(Collected data entries)

........

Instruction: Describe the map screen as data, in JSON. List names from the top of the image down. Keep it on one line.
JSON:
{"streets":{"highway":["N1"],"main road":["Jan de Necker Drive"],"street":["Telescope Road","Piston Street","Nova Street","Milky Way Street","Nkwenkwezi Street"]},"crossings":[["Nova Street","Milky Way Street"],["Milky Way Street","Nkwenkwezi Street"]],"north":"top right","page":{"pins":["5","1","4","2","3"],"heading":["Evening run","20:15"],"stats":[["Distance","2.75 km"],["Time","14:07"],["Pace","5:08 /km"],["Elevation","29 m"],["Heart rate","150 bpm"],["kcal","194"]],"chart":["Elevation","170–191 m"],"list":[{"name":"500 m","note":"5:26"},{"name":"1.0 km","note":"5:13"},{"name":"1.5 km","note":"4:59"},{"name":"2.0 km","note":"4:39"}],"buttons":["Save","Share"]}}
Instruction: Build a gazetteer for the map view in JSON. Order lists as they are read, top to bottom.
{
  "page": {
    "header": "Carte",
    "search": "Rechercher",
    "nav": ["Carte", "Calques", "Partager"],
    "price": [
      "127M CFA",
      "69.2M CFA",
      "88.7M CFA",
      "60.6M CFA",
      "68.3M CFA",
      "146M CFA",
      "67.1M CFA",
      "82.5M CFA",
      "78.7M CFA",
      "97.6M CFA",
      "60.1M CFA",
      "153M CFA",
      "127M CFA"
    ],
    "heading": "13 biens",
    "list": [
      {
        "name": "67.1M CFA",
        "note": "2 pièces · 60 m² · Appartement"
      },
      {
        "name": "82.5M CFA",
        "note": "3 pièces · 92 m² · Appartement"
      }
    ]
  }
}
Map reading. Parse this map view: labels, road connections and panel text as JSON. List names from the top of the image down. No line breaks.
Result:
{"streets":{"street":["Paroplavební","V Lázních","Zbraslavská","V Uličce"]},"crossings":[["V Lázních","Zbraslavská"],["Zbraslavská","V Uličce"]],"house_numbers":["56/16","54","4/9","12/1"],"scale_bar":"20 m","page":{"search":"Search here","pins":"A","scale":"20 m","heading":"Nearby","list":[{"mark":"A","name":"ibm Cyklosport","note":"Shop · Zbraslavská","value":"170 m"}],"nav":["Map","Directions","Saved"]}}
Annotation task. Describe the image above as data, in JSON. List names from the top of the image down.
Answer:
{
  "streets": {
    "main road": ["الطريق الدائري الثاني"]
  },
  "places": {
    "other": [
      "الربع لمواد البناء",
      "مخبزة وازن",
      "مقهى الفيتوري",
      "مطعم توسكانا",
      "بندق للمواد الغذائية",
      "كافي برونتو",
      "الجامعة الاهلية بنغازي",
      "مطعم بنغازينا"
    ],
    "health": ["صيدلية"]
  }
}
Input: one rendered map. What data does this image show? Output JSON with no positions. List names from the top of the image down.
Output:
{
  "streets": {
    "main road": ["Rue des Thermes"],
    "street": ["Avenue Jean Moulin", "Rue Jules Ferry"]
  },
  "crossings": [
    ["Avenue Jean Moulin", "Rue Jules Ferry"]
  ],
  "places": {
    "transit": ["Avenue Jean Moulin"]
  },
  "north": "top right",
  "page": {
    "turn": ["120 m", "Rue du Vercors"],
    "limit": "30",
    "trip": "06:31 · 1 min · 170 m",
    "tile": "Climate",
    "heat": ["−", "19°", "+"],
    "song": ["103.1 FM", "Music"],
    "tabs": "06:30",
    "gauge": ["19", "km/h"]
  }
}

........

In the entries above, find each line that includes the string "names" and copy it.

— TASK ANSWER —
Instruction: Describe the map screen as data, in JSON. List names from the top of the image down. Keep it on one line.
Map reading. Parse this map view: labels, road connections and panel text as JSON. List names from the top of the image down. No line breaks.
Annotation task. Describe the image above as data, in JSON. List names from the top of the image down.
Input: one rendered map. What data does this image show? Output JSON with no positions. List names from the top of the image down.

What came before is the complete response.